Your task:
Lines to restate from the data below: from the one containing "M1481,334L1489,335V369L1470,356Z" to the one containing "M1325,1123L1460,1173L1489,1186", both included. Give them again exactly, and only them.

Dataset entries
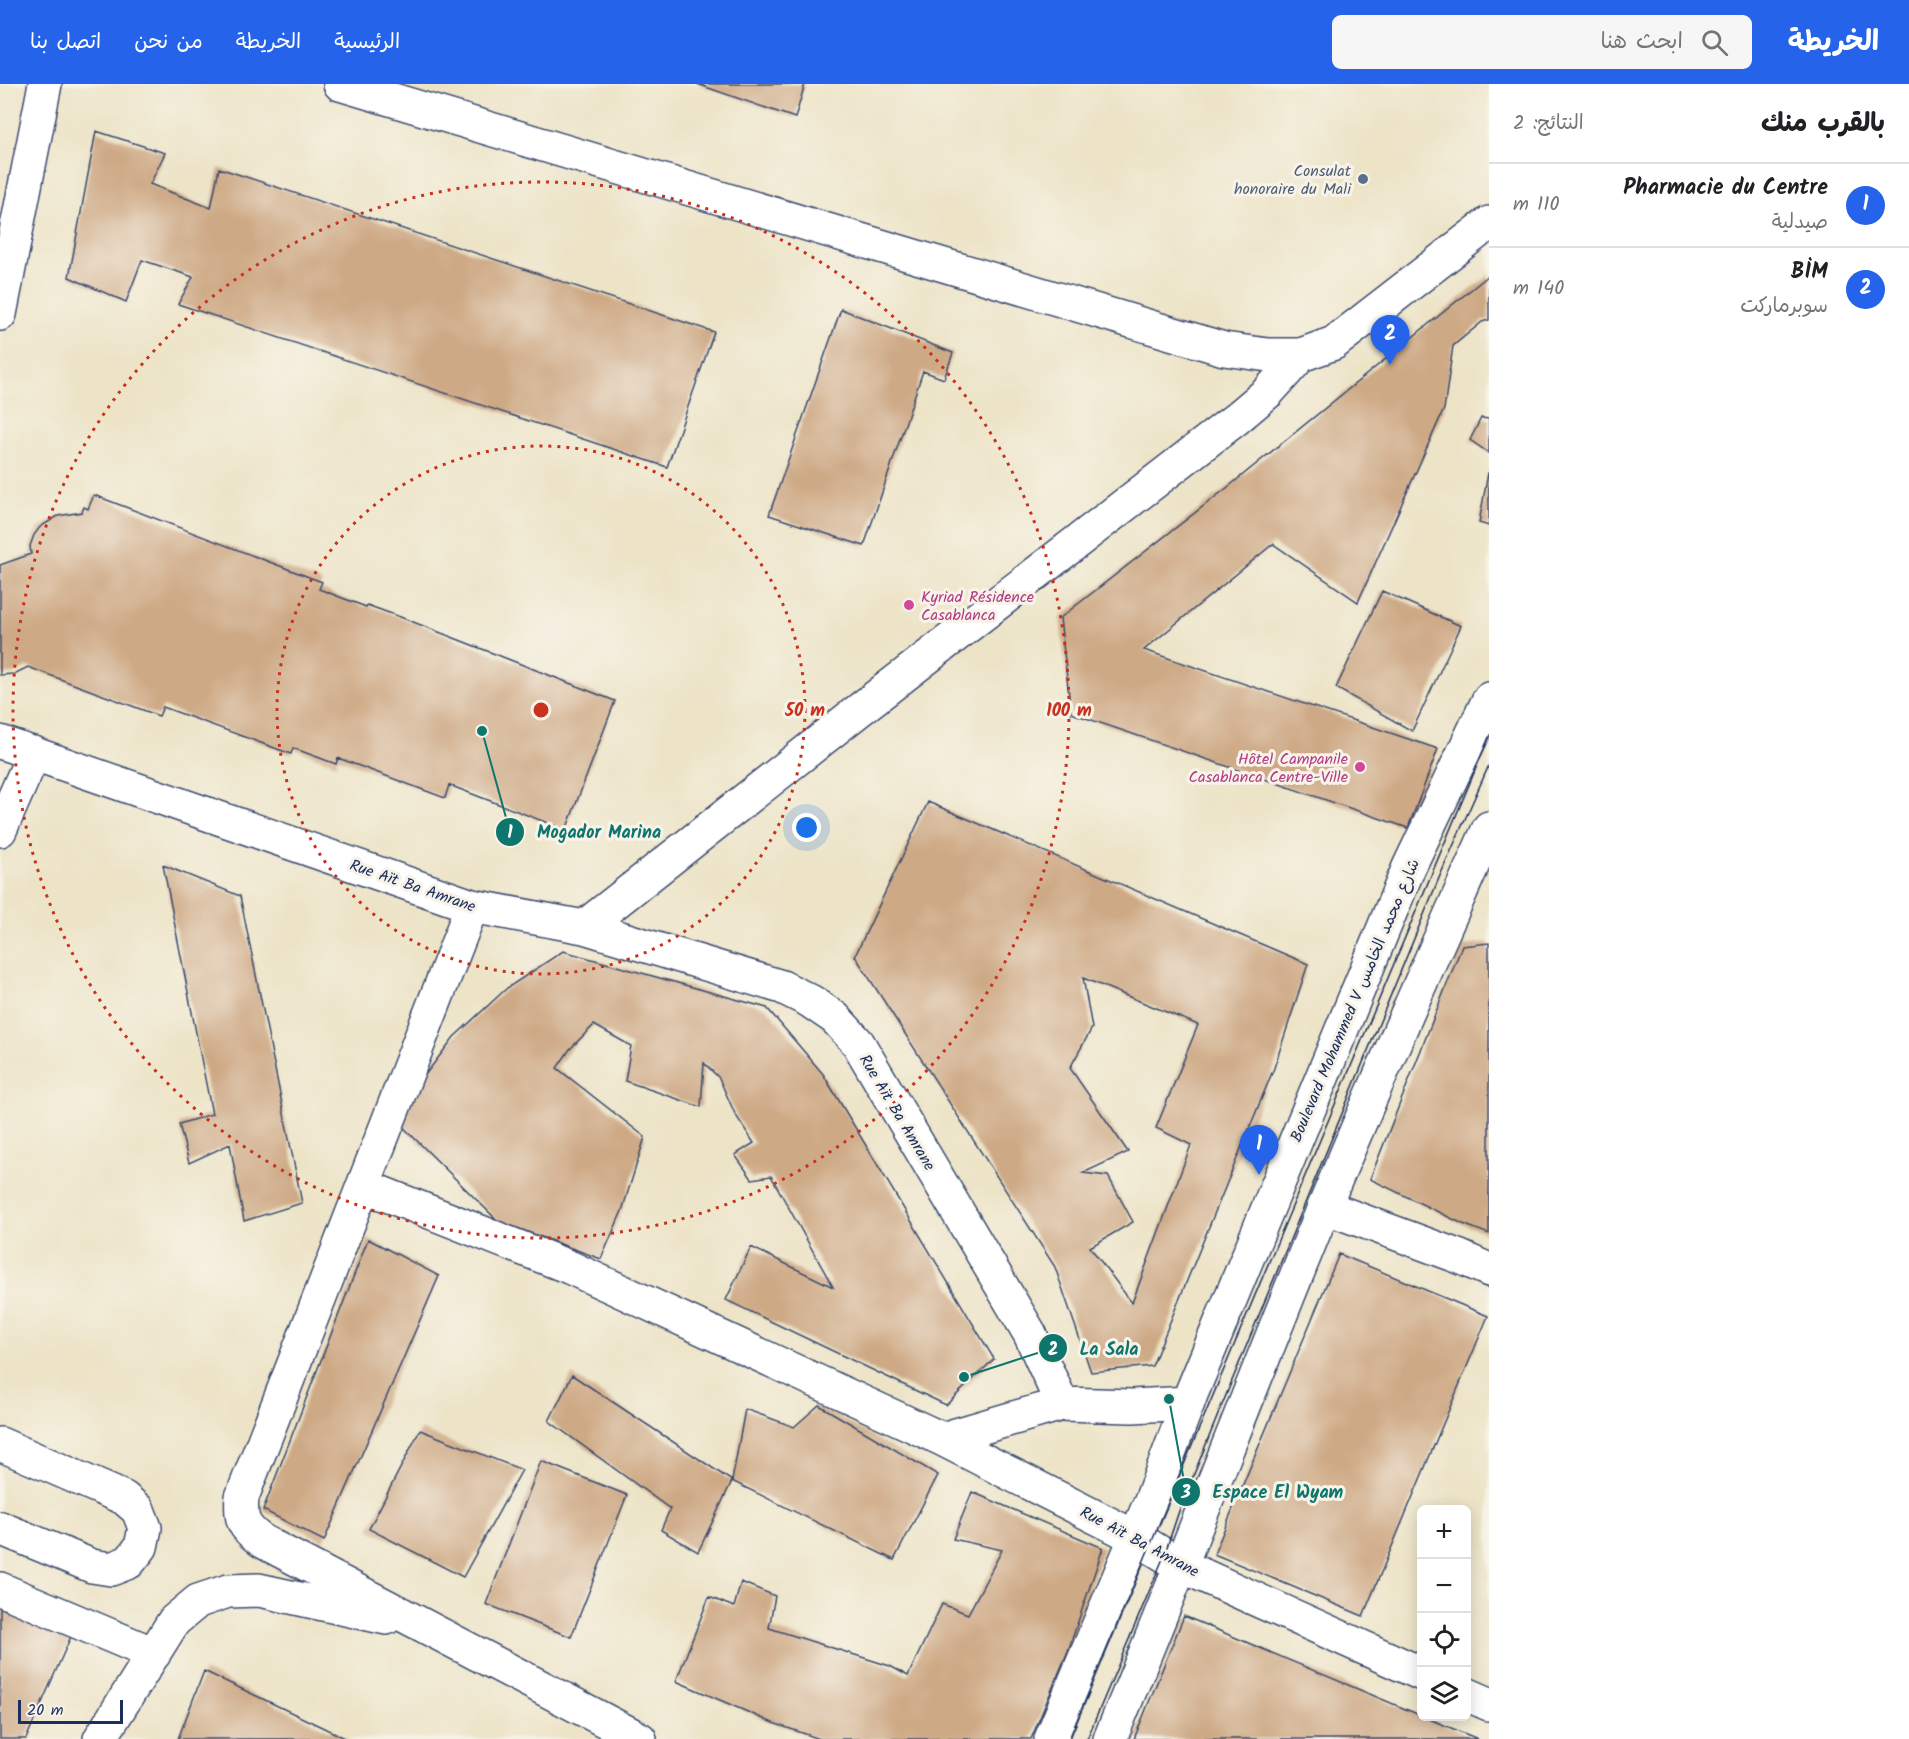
<!DOCTYPE html>
<html lang="ar">
<meta charset="utf-8">
<style>
:root{--surface:#fff;--page:#f6f6f6;--text:#202124;--muted:#757577;--line:#e0e0e0;--accent:#2563eb}
body{margin:0;font-family:Kalam,"Playpen Sans Arabic",sans-serif;background:var(--page);color:var(--text);direction:rtl}
.controls{position:absolute;right:18px;bottom:18px;display:grid;overflow:hidden;border-radius:9px;box-shadow:0 3px 15px #0003}
.controls button{width:54px;height:54px;display:grid;place-items:center;padding:0;border:0;border-bottom:2px solid var(--line);background:var(--surface);color:var(--text);font:30px sans-serif}
.scale{position:absolute;left:18px;bottom:15px;width:105px;box-sizing:border-box;padding-left:6px;border:3px solid #1b2f5e;border-top:0;font-size:16px;line-height:21px;white-space:nowrap;color:#1b2f5e;-webkit-text-stroke:4px #f7f3e8;paint-order:stroke}
.you{position:absolute;left:807px;top:744px;width:21px;height:21px;margin:-15px;border:4px solid #fff;border-radius:50%;background:#1a73e8;box-shadow:0 0 0 9px #1a73e833}
.badge{display:grid;place-items:center;width:39px;height:39px;border-radius:50%;background:var(--accent);color:#fff;font-size:20px;font-weight:700}
.pin{position:absolute;translate:-50% -50px;filter:drop-shadow(0 2px 3px #0008)}
.pin::after{content:'';position:absolute;top:32px;width:21px;height:18px;background:inherit;clip-path:polygon(0 0,100% 0,50% 100%)}
.list{margin:0;padding:0;list-style:none}
h2{display:flex;justify-content:space-between;align-items:center;height:78px;margin:0;padding:0 24px;font-size:26px}
h2 small{font-size:20px;font-weight:400;color:var(--muted)}
.list li{display:grid;grid-template-columns:39px 1fr auto;gap:18px;align-items:center;box-sizing:border-box;height:84px;padding:0 24px;border-top:2px solid var(--line)}
.list b{display:block;font-size:22px;white-space:nowrap}
.list p{margin:0;font-size:20px;white-space:nowrap;color:var(--muted)}
.list em{font-size:20px;font-style:normal;color:var(--muted)}
.icon{flex:none;width:33px;height:33px;fill:none;stroke:currentColor;stroke-width:2;stroke-linecap:round;stroke-linejoin:round}
.map{position:relative;flex:none;width:1489px;height:1655px;overflow:hidden;direction:ltr}
header{display:flex;align-items:center;gap:36px;box-sizing:border-box;height:84px;padding:0 30px;background:var(--accent);color:#fff}
header strong{font-size:28px}
nav{display:flex;gap:33px;margin-inline-start:auto;font-size:21px}
.search{width:420px;height:54px;background:var(--page);display:flex;align-items:center;gap:15px;box-sizing:border-box;padding:0 21px;border-radius:9px;color:var(--muted);font-size:22px}
main{display:flex}
aside{flex:1;background:var(--surface)}
.map>svg:first-child{display:block}
</style>
<header>
<strong>الخريطة</strong>
<div class="search"><svg class="icon" aria-label="search" viewBox="0 0 24 24"><circle cx="10" cy="10" r="6"/><path d="M15 15l6 6"/></svg>ابحث هنا</div>
<nav><a>الرئيسية</a><a>الخريطة</a><a>من نحن</a><a>اتصل بنا</a></nav>
</header>
<main>
<aside>
<h2>بالقرب منك<small>النتائج: 2</small></h2>
<ul class="list">
<li><span class="badge">1</span><div><b>Pharmacie du Centre</b><p>صيدلية</p></div><em>110 m</em></li>
<li><span class="badge">2</span><div><b>BİM</b><p>سوبرماركت</p></div><em>140 m</em></li>
</ul>
</aside>
<div class="map">
<svg width="1489" height="1655" viewBox="0 0 1489 1655">
<rect width="100%" height="100%" fill="#f7f3e8"/>
<filter id="ink" filterUnits="userSpaceOnUse"><feTurbulence type="fractalNoise" baseFrequency=".0167" numOctaves="2"/><feDisplacementMap in="SourceGraphic" scale="12" xChannelSelector="R" yChannelSelector="G"/><feConvolveMatrix kernelMatrix="1 2 1 2 8 2 1 2 1" color-interpolation-filters="sRGB"/></filter>
<filter id="wash" filterUnits="userSpaceOnUse"><feTurbulence type="fractalNoise" baseFrequency=".008" numOctaves="4" result="noise"/><feDisplacementMap in="SourceGraphic" scale="24" xChannelSelector="R" yChannelSelector="G"/><feGaussianBlur stdDeviation="1.35" result="paint"/><feColorMatrix in="noise" values="0 0 0 0 0 0 0 0 0 0 0 0 0 0 0 0 0 1.4 0 .05"/><feComposite in="paint" operator="in"/></filter>
<g filter="url(#wash)">
<rect width="100%" height="100%" fill="#ede4c8"/>
<g id="blocks">
<!-- building -->
<path fill="#cea985" fill-rule="evenodd" d="M697,0H805L795,34Z
M96,47L165,69L150,100L211,124L219,84L714,248L667,383L178,220L193,193L142,176L126,218L69,193Z
M1489,191V236L1482,238L1453,262L1444,325L1358,518L1273,460L1144,566L1438,665L1408,744L1071,629L1060,534L1228,403Z
M841,225L953,269L944,295L923,287L864,462L769,431Z
M1481,334L1489,335V369L1470,356Z
M1488,389H1489V442L1479,439Z
M94,411L322,498L319,505L366,523L367,521L403,534L615,617L566,746L449,701L445,714L338,674L336,680L293,664L291,670L163,623L159,632L28,583L14,590L0,591V481L31,470L30,462L34,451L40,443L58,432L82,428L84,423L88,425Z
M1382,507L1461,542L1412,647L1336,604Z
M928,718L1308,880L1274,984L1152,1282L1091,1288L1055,1183L855,872ZM1083,894L1198,941L1156,1044L1191,1061L1132,1219L1090,1163L1133,1138L1108,1092L1083,1089L1128,1068L1070,984L1092,944Z
M163,781L240,812L302,1119L244,1137L230,1060L189,1079L179,1040L212,1030Z
M1489,859V1150L1463,1140L1370,1095L1462,862Z
M563,867L767,924L823,990L994,1275L946,1321L726,1216L751,1163L833,1203L771,1092L752,1095L735,1071L754,1059L735,1030L719,994L704,979L701,1023L625,997L631,962L594,941L570,965L557,984L645,1053L622,1127L601,1175L498,1137L393,1033L454,953L507,904Z
M368,1155L439,1192L324,1457L263,1426Z
M1339,1170L1488,1232L1363,1532L1214,1470Z
M572,1291L732,1397L745,1325L794,1343L819,1321L938,1391L894,1476L732,1397L698,1468L661,1446L670,1425L549,1337Z
M420,1346L522,1386L463,1493L369,1445Z
M541,1377L627,1411L571,1553L486,1520Z
M972,1408L1103,1464L1068,1567L1031,1655H820L773,1639L676,1597L709,1513L734,1523L741,1498L775,1512L769,1544L890,1582L908,1592L942,1520L968,1530L1002,1466L953,1455Z
M0,1519L72,1550L26,1655H0Z
M1184,1532L1422,1632L1478,1655H1134Z
M204,1587L347,1655H178Z"/>
</g>
</g>
<g filter="url(#ink)">
<use href="#blocks" fill-opacity="0" stroke="#3a4a6e" stroke-width="1.5"/>
<g fill="none" stroke-linecap="round" stroke-linejoin="round">
<defs>
<path id="minor" d="M340,0L1224,265L1268,271H1301L1334,259L1489,139
M0,658L472,822L584,843L782,903L810,917L835,934L858,959L1030,1250L1062,1320
M0,746L34,669
M472,822L242,1413C240,1436 243,1443 262,1457L640,1655
M584,843L863,623L1236,335L1268,308L1301,271
M364,1102L569,1183L942,1355
M1325,1123L1460,1173L1489,1186
M1188,1319L1132,1322L1062,1320L942,1355L1135,1453L1182,1482L1422,1590
M0,1360L124,1414L138,1426L145,1444L141,1463L129,1478L111,1485L92,1482L0,1444
M0,1505L154,1570
M1466,1610L1489,1620
M100,1655L174,1537L198,1517L228,1507L259,1506L386,1534
M1051,1655L1152,1414L1192,1308L1409,783L1489,615
M1110,1655C1183,1480 1251,1302 1323,1126C1376,998 1433,871 1489,744"/>
<path id="major" d="M0,230L45,0"/>
</defs>
<!-- minor casing -->
<use href="#minor" stroke="#3a4a6e" stroke-width="36"/>
<!-- major casing -->
<use href="#major" stroke="#3a4a6e" stroke-width="36"/>
<!-- minor -->
<use href="#minor" stroke="#fff" stroke-width="33"/>
<!-- major -->
<use href="#major" stroke="#fff" stroke-width="33"/>
<!-- tram -->
<path stroke="#1b2f5e" stroke-width="1.5" d="M1069,1655L1489,653
M1087,1655L1164,1472L1179,1427L1222,1321L1439,794L1489,681"/>
</g>
</g>
<!-- distance rings -->
<g fill="none" stroke="#c8321e" stroke-width="3" stroke-dasharray="3 6">
<circle cx="541" cy="626" r="264"/>
<circle cx="541" cy="626" r="528"/>
</g>
<!-- markers -->
<circle fill="#5c6f8a" stroke="#f7f3e8" stroke-width="2" cx="1363" cy="95" r="6"/>
<g fill="#d1479c" stroke="#f7f3e8" stroke-width="2">
<circle cx="909" cy="521" r="6"/>
<circle cx="1360" cy="683" r="6"/>
</g>
<g text-anchor="middle" stroke-width="6" stroke-linejoin="round" paint-order="stroke">
<!-- service labels -->
<g font-size="16" fill="#4e5e75" stroke="#f7f3e8" text-anchor="end">
<text x="1351" y="92">Consulat<tspan x="1351" dy="18">honoraire du Mali</tspan></text>
</g>
<!-- hotel labels -->
<g font-size="16" fill="#b23c85" stroke="#f7f3e8" text-anchor="start">
<text x="921" y="518">Kyriad Résidence<tspan x="921" dy="18">Casablanca</tspan></text>
<text x="1348" y="680" text-anchor="end">Hôtel Campanile<tspan x="1348" dy="18">Casablanca Centre-Ville</tspan></text>
</g>
<!-- street labels -->
<g font-size="16" fill="#1b2f5e" stroke="#f7f3e8">
<text transform="translate(413 801) rotate(19)" y="6">Rue Aït Ba Amrane</text>
<text transform="translate(1354 916) rotate(-67)" y="6">Boulevard Mohammed V شارع محمد الخامس</text>
<text transform="translate(898 1028) rotate(59)" y="6">Rue Aït Ba Amrane</text>
<text transform="translate(1140 1457) rotate(28)" y="6">Rue Aït Ba Amrane</text>
</g>
</g>
<circle cx="541" cy="626" r="9" fill="#c8321e" stroke="#f7f3e8" stroke-width="3"/>
<g font-size="18" text-anchor="middle" font-weight="bold" fill="#c8321e" stroke="#f7f3e8" stroke-width="6" stroke-linejoin="round" paint-order="stroke">
<text x="805" y="632">50 m</text>
<text x="1069" y="632">100 m</text>
</g>
<!-- callouts -->
<path fill="none" stroke="#0f766e" stroke-width="2" d="M482 647L510 748M964 1293L1053 1264M1169 1315L1186 1408"/>
<g fill="#0f766e" stroke="#f7f3e8" stroke-width="2">
<circle cx="482" cy="647" r="6"/>
<circle cx="964" cy="1293" r="6"/>
<circle cx="1169" cy="1315" r="6"/>
<circle cx="510" cy="748" r="15"/>
<circle cx="1053" cy="1264" r="15"/>
<circle cx="1186" cy="1408" r="15"/>
</g>
<g font-size="18" text-anchor="middle" font-weight="bold" fill="#fff">
<text x="510" y="754">1</text>
<text x="1053" y="1271">2</text>
<text x="1186" y="1414">3</text>
</g>
<g font-size="18" text-anchor="middle" font-weight="bold" fill="#0f766e" stroke="#f7f3e8" stroke-width="6" stroke-linejoin="round" paint-order="stroke">
<text x="599" y="754">Mogador Marina</text>
<text x="1109" y="1271">La Sala</text>
<text x="1278" y="1414">Espace El Wyam</text>
</g>
</svg>
<div class="controls">
<button>+</button>
<button>−</button>
<button><svg class="icon" aria-label="locate" viewBox="0 0 24 24"><circle cx="12" cy="12" r="6"/><path d="M12 2v4M12 18v4M2 12h4M18 12h4"/></svg></button>
<button><svg class="icon" aria-label="layers" viewBox="0 0 24 24"><path d="M12 4l9 5-9 5-9-5zM3 14l9 5 9-5"/></svg></button>
</div>
<div class="scale">20 m</div>
<div class="you"></div>
<div class="pin badge" style="left:1259px;top:1091px">1</div>
<div class="pin badge" style="left:1390px;top:281px">2</div>
</div>
</main>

Your solution:
M1481,334L1489,335V369L1470,356Z
M1488,389H1489V442L1479,439Z
M94,411L322,498L319,505L366,523L367,521L403,534L615,617L566,746L449,701L445,714L338,674L336,680L293,664L291,670L163,623L159,632L28,583L14,590L0,591V481L31,470L30,462L34,451L40,443L58,432L82,428L84,423L88,425Z
M1382,507L1461,542L1412,647L1336,604Z
M928,718L1308,880L1274,984L1152,1282L1091,1288L1055,1183L855,872ZM1083,894L1198,941L1156,1044L1191,1061L1132,1219L1090,1163L1133,1138L1108,1092L1083,1089L1128,1068L1070,984L1092,944Z
M163,781L240,812L302,1119L244,1137L230,1060L189,1079L179,1040L212,1030Z
M1489,859V1150L1463,1140L1370,1095L1462,862Z
M563,867L767,924L823,990L994,1275L946,1321L726,1216L751,1163L833,1203L771,1092L752,1095L735,1071L754,1059L735,1030L719,994L704,979L701,1023L625,997L631,962L594,941L570,965L557,984L645,1053L622,1127L601,1175L498,1137L393,1033L454,953L507,904Z
M368,1155L439,1192L324,1457L263,1426Z
M1339,1170L1488,1232L1363,1532L1214,1470Z
M572,1291L732,1397L745,1325L794,1343L819,1321L938,1391L894,1476L732,1397L698,1468L661,1446L670,1425L549,1337Z
M420,1346L522,1386L463,1493L369,1445Z
M541,1377L627,1411L571,1553L486,1520Z
M972,1408L1103,1464L1068,1567L1031,1655H820L773,1639L676,1597L709,1513L734,1523L741,1498L775,1512L769,1544L890,1582L908,1592L942,1520L968,1530L1002,1466L953,1455Z
M0,1519L72,1550L26,1655H0Z
M1184,1532L1422,1632L1478,1655H1134Z
M204,1587L347,1655H178Z"/>
</g>
</g>
<g filter="url(#ink)">
<use href="#blocks" fill-opacity="0" stroke="#3a4a6e" stroke-width="1.5"/>
<g fill="none" stroke-linecap="round" stroke-linejoin="round">
<defs>
<path id="minor" d="M340,0L1224,265L1268,271H1301L1334,259L1489,139
M0,658L472,822L584,843L782,903L810,917L835,934L858,959L1030,1250L1062,1320
M0,746L34,669
M472,822L242,1413C240,1436 243,1443 262,1457L640,1655
M584,843L863,623L1236,335L1268,308L1301,271
M364,1102L569,1183L942,1355
M1325,1123L1460,1173L1489,1186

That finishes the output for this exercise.